His resonate baritone voice and incredible vocabulary contributed to make him an extraordinary lecturer, Johnson said.
"Dr. Hanlon could give a speech that would leave an audience spellbound," Johnson said. "Afterwards everyone would have to grab a dictionary to figure out what he said."
While at Saint Louis University, Hanlon led a 12-person team in performing the first open-heart surgery in the lower Midwest region. He was a founding member of the American Board of Thoracic Surgery, president of the Society of University Surgeons in 1958 and chairman of the American Board of Surgery from 1966 to 67.
Along the way, he mentored medical school students and residents, instilling in them a strong sense of professionalism.
"Dr. Hanlon always referred to the medical students as ‘Mister' or ‘Miss,'' John D. Moroney, M.D., said in a 2009 Grand Rounds article that profiled Hanlon.
"Shortly after graduation in 1956, I had to return to Desloge Hospital to pick up something I had forgotten and ran into Dr. Hanlon coming out the back door. He looked up and said, ‘Good morning, Doctor.' He was the first person outside of family to call me doctor, and I can tell you it was the biggest thrill of my life up to that time."

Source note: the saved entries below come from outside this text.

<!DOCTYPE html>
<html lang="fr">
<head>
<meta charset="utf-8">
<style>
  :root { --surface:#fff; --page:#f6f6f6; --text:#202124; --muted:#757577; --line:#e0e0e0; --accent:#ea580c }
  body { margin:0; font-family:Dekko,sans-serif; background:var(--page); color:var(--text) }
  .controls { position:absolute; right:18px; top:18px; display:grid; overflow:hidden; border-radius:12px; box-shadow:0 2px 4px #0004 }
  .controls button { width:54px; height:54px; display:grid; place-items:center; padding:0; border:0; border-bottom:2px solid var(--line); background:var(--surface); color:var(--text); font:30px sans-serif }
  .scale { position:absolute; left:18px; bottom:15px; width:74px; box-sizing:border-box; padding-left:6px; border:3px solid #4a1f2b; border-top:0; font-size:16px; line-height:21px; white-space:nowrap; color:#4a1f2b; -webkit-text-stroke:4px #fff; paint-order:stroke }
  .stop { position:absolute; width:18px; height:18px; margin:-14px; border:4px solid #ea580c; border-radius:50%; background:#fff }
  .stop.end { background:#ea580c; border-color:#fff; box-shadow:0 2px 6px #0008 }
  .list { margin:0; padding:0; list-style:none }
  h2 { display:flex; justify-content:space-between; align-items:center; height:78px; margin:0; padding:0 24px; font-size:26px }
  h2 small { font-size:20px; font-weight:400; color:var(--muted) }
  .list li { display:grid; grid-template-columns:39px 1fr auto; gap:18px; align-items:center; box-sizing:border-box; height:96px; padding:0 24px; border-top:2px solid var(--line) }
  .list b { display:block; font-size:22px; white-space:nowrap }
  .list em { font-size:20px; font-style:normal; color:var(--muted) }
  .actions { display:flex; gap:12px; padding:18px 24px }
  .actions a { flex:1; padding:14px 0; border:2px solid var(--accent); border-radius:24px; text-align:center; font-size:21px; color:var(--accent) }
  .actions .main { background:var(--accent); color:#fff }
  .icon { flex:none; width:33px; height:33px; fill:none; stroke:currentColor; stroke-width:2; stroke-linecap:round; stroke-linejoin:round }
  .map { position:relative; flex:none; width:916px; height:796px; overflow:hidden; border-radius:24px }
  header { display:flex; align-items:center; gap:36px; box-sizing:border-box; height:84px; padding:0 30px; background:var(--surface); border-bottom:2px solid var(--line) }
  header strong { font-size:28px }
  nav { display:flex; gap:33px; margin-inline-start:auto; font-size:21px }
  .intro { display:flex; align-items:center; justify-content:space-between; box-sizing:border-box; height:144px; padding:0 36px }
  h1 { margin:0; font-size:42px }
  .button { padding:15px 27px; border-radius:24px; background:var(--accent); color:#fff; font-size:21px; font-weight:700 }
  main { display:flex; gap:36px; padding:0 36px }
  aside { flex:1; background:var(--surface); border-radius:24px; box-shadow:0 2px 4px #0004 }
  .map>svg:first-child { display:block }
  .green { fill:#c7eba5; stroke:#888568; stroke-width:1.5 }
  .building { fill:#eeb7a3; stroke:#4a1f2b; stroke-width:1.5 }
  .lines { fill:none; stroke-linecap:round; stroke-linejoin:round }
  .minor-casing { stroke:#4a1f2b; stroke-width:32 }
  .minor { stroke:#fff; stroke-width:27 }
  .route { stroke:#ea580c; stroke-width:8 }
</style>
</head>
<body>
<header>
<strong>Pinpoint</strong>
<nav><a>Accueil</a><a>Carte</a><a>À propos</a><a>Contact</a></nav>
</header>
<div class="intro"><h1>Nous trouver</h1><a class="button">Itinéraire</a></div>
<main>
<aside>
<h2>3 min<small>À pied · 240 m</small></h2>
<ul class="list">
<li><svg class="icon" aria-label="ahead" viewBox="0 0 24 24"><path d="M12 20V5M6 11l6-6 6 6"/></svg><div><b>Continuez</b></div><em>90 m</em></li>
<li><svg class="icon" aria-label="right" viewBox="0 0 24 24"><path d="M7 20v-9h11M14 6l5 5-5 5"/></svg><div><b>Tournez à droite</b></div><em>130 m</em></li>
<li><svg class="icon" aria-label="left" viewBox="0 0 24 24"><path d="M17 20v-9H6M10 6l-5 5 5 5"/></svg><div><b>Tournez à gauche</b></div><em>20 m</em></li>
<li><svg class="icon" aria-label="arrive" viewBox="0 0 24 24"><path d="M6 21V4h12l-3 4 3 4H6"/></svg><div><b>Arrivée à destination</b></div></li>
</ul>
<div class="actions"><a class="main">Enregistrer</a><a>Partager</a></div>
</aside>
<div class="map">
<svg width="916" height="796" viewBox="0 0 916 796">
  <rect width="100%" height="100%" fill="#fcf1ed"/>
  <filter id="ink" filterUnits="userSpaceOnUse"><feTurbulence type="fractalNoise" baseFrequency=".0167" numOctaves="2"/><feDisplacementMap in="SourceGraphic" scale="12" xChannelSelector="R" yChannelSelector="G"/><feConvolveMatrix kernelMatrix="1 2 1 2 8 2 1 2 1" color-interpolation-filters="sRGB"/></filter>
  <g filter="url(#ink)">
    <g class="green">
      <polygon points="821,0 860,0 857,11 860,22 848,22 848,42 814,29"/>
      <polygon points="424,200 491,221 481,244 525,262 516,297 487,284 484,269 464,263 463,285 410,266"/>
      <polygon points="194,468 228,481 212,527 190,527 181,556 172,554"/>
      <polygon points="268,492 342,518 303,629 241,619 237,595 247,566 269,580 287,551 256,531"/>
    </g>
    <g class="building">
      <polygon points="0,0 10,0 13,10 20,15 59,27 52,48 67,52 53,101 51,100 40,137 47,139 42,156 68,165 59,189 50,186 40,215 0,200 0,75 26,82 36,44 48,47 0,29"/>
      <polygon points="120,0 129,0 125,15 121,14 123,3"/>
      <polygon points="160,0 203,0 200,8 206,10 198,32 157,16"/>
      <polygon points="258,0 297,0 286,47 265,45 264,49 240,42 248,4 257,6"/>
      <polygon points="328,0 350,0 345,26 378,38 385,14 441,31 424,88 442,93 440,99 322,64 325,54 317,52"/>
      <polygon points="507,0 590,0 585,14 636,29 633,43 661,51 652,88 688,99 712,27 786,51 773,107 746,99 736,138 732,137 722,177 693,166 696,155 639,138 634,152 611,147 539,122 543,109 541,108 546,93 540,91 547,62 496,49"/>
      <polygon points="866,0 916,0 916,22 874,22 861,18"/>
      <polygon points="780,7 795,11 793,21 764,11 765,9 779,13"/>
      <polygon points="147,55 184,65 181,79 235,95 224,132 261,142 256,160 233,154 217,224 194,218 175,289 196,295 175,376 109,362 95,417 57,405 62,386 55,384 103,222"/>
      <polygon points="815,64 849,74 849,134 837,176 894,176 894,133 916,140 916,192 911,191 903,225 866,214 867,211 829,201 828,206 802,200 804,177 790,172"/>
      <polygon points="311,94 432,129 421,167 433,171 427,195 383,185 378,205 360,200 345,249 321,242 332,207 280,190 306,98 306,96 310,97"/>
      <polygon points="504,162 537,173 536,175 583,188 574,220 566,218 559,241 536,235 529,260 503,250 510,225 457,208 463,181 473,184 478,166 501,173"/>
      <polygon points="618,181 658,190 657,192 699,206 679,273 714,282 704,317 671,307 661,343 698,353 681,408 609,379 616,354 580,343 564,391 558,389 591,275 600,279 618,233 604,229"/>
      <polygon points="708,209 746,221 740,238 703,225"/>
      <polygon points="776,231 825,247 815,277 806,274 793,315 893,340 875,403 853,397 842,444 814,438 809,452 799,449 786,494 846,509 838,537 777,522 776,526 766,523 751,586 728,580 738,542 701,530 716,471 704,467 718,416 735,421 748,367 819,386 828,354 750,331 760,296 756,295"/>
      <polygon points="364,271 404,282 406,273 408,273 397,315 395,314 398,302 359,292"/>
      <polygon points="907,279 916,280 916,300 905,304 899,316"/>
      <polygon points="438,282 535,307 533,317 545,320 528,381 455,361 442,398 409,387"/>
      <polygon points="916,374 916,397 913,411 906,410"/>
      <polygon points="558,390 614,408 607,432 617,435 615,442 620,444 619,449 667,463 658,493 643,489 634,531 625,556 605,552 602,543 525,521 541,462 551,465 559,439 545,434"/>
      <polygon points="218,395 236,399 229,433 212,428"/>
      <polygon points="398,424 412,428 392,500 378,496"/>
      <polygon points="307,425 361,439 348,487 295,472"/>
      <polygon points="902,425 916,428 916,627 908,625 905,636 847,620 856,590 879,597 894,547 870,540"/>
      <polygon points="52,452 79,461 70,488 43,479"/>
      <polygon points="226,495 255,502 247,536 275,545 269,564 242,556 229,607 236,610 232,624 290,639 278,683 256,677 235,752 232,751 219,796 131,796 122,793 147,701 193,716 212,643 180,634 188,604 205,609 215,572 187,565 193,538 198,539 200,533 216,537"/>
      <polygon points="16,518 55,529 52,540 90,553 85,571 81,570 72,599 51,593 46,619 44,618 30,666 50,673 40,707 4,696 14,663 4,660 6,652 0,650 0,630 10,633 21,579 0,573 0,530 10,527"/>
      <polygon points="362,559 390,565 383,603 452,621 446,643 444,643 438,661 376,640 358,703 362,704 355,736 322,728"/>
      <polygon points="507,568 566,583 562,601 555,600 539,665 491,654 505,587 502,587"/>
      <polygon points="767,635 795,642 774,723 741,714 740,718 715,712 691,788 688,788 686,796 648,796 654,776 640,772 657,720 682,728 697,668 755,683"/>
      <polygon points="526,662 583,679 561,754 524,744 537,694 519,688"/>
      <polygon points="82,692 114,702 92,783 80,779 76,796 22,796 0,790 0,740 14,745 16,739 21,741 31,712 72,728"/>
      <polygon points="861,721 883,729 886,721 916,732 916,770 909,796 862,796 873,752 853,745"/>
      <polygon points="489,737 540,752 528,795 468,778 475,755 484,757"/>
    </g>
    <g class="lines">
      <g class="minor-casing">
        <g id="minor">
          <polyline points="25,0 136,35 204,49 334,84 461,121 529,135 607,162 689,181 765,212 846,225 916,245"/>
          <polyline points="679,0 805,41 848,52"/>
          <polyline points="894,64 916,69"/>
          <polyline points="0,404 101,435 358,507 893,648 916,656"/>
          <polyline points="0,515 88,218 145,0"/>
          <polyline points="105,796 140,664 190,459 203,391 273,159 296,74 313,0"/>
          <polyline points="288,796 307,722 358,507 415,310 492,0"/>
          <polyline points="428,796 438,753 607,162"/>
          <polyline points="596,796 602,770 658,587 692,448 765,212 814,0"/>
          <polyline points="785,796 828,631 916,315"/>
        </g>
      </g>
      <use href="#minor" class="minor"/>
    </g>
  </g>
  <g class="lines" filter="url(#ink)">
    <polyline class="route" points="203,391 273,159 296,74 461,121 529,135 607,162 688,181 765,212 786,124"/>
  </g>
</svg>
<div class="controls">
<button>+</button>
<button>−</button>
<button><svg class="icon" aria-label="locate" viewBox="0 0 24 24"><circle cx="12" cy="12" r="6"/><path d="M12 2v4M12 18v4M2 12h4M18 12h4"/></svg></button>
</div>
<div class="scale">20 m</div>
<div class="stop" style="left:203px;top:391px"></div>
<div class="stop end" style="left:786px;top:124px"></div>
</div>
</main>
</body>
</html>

Hanlon left Saint Louis University in 1969, to become director of the American College of Surgeons, where he served until he retired in 1986 to assume new responsibilities as the organization's executive consultant. His 1972 research led to the area's first human heart transplant.
Personification of medical professional
Keith Naunheim, M.D., director of cardiothoracic surgery, was a junior faculty member when he met Hanlon who would return to SLU occasionally as a visiting faculty member.
"He was the personification of the medical professional. His technical skills were matched only by his interpersonal ones. He was one of the most well spoken, civil, thoughtful gentlemen I've ever known," Naunheim said.
"You would never walk away from C. Rollins Hanlon without sighing and saying, ‘I wish I were that professional, that smooth, that articulate.' He was a remarkable guy."
Hanlon received his medical education and surgical training primarily at Johns Hopkins University. He also was a resident in surgery at Cincinnati General Hospital and an exchange fellow in surgery at the University of California in San Francisco.
He served in the U.S. Navy during and immediately after World War II, serving in the China-Burma-India Theater and on the hospital ship, Repose.
Hanlon is survived by his wife Margaret Hanlon, M.D.; children, Philip Hanlon, Paul Hanlon, Richard Hanlon, Thomas Hanlon, Christine Hanlon, Mary Welch, Martha Hanlon, and Sarah Cigliano; eight grandchildren and two great grandchildren.
Visitation will be from 3 to 6 p.m. Sunday, May 8 at Donnellan Family Funeral Home in Skokie, Ill. His funeral Mass will be celebrated at 11 a.m. Monday at SS. Faith, Hope & Charity Church in Winnetka, Ill.
In lieu of flowers, memorials may be made to Aid for Woman, the American College of Surgeons Foundation or NorthShore University HealthSystem Foundation Hospice Program.